Using Linearized Optimal Transport to Predict the Evolution of Stochastic Particle Systems

We develop an algorithm to approximate the time evolution of a probability distribution without explicitly learning an operator that governs the evolution. A particular application of interest is discrete measures $\mu_t^N$ that arise from systems of $N$ particles in $\mathbb R^d$. In many such situations, the individual particles move chaotically on short time scales, making it difficult to learn the dynamics of a governing operator, but the bulk distribution $\mu_t^N$ approximates an absolutely continuous measure $\mu_t$ that evolves ``smoothly.'' If $\mu_t$ is known on some time interval, then linearized optimal transport theory provides an Euler-like scheme for approximating the evolution of $\mu_t$ using its ``tangent vector field'' (represented as a time-dependent vector field on $\mathbb R^d$), which can be computed as a limit of optimal transport maps. We propose an analog of this Euler approximation to predict the evolution of the discrete measure $\mu_t^N$ (without knowing $\mu_t$). To approximate the analogous tangent vector field, we use a finite difference over a time step that sits between two time scales of the system -- long enough for a large-$N$ evolution ($\mu_t$) to emerge but short enough to satisfactorily approximate the derivative object used in the Euler scheme.
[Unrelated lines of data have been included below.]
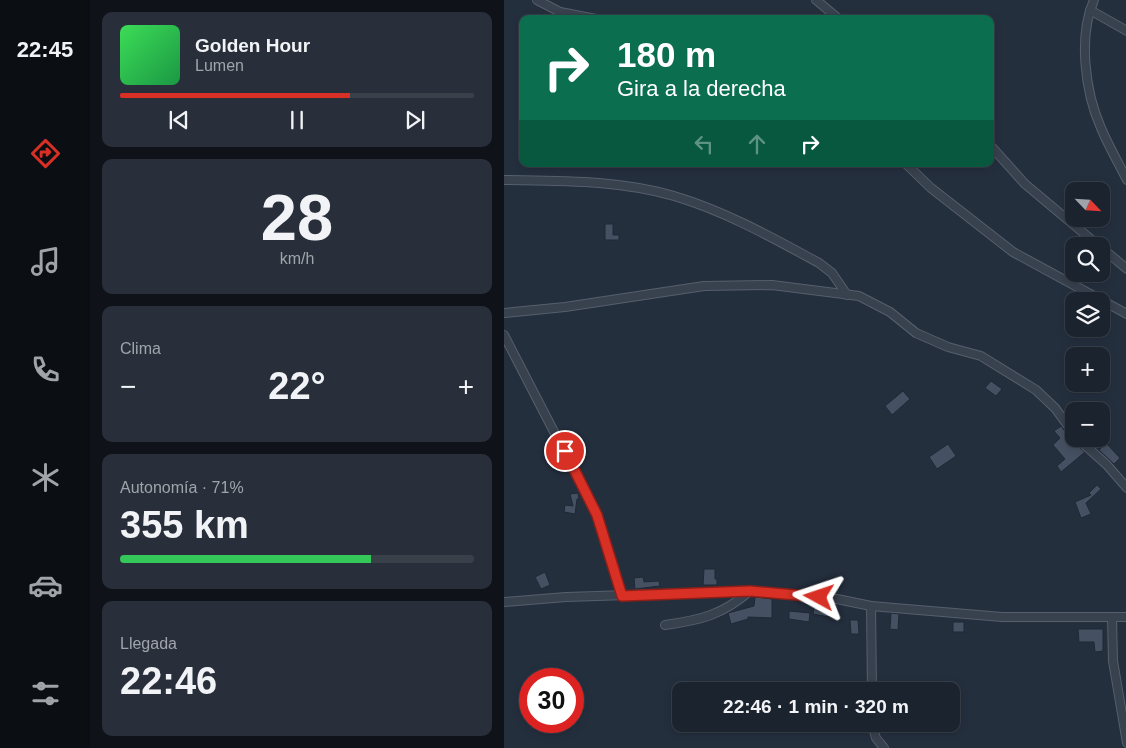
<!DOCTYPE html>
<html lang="es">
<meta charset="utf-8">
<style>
body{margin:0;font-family:Arial,sans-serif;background:#282f3a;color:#f1f3f6;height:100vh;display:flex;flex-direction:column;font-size:19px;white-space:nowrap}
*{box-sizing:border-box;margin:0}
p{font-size:16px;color:#a0a4aa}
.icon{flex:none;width:28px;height:28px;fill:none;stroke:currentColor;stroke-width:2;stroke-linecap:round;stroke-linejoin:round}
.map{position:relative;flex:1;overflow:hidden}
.side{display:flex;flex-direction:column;gap:12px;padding:12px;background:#0f1319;width:414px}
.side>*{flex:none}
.hud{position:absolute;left:15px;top:15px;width:475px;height:152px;border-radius:10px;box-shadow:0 2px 8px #0003,0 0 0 1px #39404a;background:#0b6e4f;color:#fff;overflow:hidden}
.needle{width:32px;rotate:115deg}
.controls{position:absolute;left:561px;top:182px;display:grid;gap:10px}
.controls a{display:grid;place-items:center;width:45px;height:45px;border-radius:10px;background:#1b232e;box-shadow:0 2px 8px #0003,0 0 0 1px #39404a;font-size:25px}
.speed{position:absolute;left:15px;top:668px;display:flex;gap:10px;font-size:25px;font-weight:700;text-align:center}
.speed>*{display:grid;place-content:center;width:65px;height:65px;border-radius:50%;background:#1b232e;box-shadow:0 2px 8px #0003,0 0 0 1px #39404a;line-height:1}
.speed .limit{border:8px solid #d22;background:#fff;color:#111}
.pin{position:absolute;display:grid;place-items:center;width:42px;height:42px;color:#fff;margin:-21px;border:2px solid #fff;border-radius:50%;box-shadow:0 1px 5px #0007}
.me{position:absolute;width:55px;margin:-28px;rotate:275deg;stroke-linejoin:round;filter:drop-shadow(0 0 4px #0008)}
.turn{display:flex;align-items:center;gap:18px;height:105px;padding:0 15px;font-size:22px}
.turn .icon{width:65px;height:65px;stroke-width:2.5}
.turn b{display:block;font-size:35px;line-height:42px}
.lanes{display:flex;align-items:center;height:48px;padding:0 15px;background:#0003;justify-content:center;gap:25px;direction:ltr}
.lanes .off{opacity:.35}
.big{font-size:38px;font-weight:600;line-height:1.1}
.side .tile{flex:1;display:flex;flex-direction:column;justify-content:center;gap:8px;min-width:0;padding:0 18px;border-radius:10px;background:#282f3a}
.side .dial{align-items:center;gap:0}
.dial b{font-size:65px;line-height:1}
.song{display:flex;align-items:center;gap:15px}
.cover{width:60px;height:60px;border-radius:8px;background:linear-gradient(135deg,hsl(130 70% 55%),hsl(140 70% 35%))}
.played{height:5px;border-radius:2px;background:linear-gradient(90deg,#d93025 65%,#39404a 65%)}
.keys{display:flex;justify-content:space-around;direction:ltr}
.heat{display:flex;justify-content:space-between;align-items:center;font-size:28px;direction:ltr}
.charge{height:8px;border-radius:4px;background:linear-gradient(90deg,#34c759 71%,#39404a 0)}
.trip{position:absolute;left:168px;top:682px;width:288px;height:50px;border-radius:10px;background:#1b232e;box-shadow:0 2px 8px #0003,0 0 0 1px #39404a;font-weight:600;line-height:50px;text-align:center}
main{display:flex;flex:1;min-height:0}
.tabs{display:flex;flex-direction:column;width:90px;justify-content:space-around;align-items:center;background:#0b0e12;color:#a0a4aa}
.tabs .icon{width:35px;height:35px}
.tabs .active{color:#d93025}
.tabs b{font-size:22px;color:#f1f3f6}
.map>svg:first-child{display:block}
.building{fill:#455162;stroke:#1f2835}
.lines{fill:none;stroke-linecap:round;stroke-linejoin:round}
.minor-casing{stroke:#565f6c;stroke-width:10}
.minor{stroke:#38414e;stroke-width:8}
.route-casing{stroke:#8d1f18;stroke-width:12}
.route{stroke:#d93025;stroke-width:9}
</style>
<main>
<nav class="tabs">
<b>22:45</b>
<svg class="icon active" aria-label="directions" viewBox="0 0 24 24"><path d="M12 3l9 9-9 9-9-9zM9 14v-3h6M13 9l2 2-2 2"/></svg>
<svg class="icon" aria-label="music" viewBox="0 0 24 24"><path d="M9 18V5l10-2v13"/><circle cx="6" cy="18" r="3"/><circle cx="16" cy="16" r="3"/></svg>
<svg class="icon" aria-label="phone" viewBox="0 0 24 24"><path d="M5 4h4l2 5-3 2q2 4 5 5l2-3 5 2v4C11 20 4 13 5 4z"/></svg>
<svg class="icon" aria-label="climate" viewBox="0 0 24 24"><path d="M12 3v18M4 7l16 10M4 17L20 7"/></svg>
<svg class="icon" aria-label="car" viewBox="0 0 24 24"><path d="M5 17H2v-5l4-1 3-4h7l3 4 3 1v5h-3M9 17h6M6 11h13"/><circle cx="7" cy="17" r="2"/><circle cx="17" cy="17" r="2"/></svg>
<svg class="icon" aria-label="filters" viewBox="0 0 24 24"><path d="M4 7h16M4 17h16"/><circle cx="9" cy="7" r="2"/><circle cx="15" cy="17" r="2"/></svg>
</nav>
<section class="side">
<div class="tile">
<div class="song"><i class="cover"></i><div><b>Golden Hour</b><p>Lumen</p></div></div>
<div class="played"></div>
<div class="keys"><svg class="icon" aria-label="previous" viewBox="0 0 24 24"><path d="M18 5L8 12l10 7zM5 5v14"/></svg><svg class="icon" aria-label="pause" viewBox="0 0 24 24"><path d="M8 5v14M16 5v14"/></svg><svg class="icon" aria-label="next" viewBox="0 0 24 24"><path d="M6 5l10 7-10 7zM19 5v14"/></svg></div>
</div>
<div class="tile dial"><b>28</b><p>km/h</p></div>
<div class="tile"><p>Clima</p>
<div class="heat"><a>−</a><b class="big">22°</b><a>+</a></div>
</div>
<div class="tile"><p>Autonomía · 71%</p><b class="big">355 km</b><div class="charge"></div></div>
<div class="tile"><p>Llegada</p><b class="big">22:46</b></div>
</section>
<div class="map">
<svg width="623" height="748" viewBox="0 0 623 748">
<rect width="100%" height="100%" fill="#242f3e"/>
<!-- building -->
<g class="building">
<path d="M101,224h8v11h6v5h-14z"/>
<path d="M487,381l11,8 -6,7 -11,-8z"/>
<path d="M399,391l7,8 -18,16 -7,-9z"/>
<path d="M557,426l13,17 11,9 -24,20 -4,-6 8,-7 -12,-14 7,-7 -6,-7z"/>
<path d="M602,443l14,15 -6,6 -15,-14z"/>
<path d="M444,444l8,12 -19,13 -8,-12z"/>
<path d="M593,485l4,4 -15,14 5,11 -10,4 -6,-16 16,-7 -2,-2z"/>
<path d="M74,493l1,6h-2l-2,15 -11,-2 1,-7 8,1 -3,-12z"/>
<path d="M200,569h11v10h2v6h-14z"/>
<path d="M41,572l5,13 -9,4 -6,-12z"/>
<path d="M139,577l1,5 15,-1 1,5 -25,3 -1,-11z"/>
<path d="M251,597l17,2v19l-24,-1v2l-17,5 -3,-11 26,-7z"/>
<path d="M311,603l16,1 -2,13 -16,-3z"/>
<path d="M285,611l21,2 -1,9 -20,-3z"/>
<path d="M387,613l8,1 -1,16 -8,-1z"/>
<path d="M346,620h8l1,14h-8z"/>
<rect x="449" y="622" width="11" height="10"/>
<path d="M574,629h25v22l-8,1 -1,-10h-15z"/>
</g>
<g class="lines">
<!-- minor casing -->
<g class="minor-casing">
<g id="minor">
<path d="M33,0l23,12 36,7"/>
<path d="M312,0l23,19"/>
<path d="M590,0c-16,36 -9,92 7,128 7,17 17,34 26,52"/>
<path d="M586,10l37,21"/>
<path d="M486,145l35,39 74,62"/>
<path d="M402,164l25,24 82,64 114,62"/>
<path d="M0,180c57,1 115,0 170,16 51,15 99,42 145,67l13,10 15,22"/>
<path d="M598,248l25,21"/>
<path d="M0,313l61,-6 139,-21 68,-1 87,11 31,16 26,21 32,14 33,9 55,34 19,18 19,26"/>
<path d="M0,335l93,180 25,81"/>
<path d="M574,439l29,26 20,23"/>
<path d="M0,602l62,-5 184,-6 87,8 34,7 131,11h125"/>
<path d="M367,606l1,85"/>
<path d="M608,617l1,44 14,82"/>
<path d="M161,625c36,-5 57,-10 85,-34"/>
<path d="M368,724l4,14 8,10"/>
</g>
</g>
<!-- minor -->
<use href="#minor" class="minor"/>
</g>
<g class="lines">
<!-- route casing -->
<g class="route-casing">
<path id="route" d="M61,451l32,64 25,81 128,-5 69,6"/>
</g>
<!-- route -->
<use href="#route" class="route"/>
</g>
</svg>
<div class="controls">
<a><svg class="needle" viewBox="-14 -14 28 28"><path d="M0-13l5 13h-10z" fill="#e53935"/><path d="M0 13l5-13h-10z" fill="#a0a4aa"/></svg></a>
<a><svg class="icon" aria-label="search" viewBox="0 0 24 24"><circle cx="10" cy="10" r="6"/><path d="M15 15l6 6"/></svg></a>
<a><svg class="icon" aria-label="layers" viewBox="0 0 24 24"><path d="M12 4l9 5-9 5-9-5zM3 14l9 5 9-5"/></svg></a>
<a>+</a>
<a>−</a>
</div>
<div class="speed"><div class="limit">30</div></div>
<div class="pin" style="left:61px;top:451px;background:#d93025"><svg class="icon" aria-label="arrive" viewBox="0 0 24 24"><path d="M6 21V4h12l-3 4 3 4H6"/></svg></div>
<svg class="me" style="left:315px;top:597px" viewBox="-20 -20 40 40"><path d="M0-17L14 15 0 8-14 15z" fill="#d93025" stroke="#fff" stroke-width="4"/></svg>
<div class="trip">22:46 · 1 min · 320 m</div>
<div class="hud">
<div class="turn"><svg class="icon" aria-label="right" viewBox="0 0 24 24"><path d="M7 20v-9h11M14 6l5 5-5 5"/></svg><div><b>180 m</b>Gira a la derecha</div></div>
<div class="lanes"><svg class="icon off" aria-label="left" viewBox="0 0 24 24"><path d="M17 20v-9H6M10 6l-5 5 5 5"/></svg><svg class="icon off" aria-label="ahead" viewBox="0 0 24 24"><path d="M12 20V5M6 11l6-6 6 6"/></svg><svg class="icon" aria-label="right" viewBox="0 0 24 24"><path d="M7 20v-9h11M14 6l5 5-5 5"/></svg></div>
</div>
</div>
</main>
The emergence of the limiting behavior ensures the optimal transport maps closely approximate the vector field describing the bulk distribution's smooth evolution instead of the individual particles' more chaotic movements. We demonstrate the efficacy of our approach with two illustrative examples, Gaussian diffusion and a cell chemotaxis model, and show that our method succeeds in predicting the bulk behavior over relatively large steps.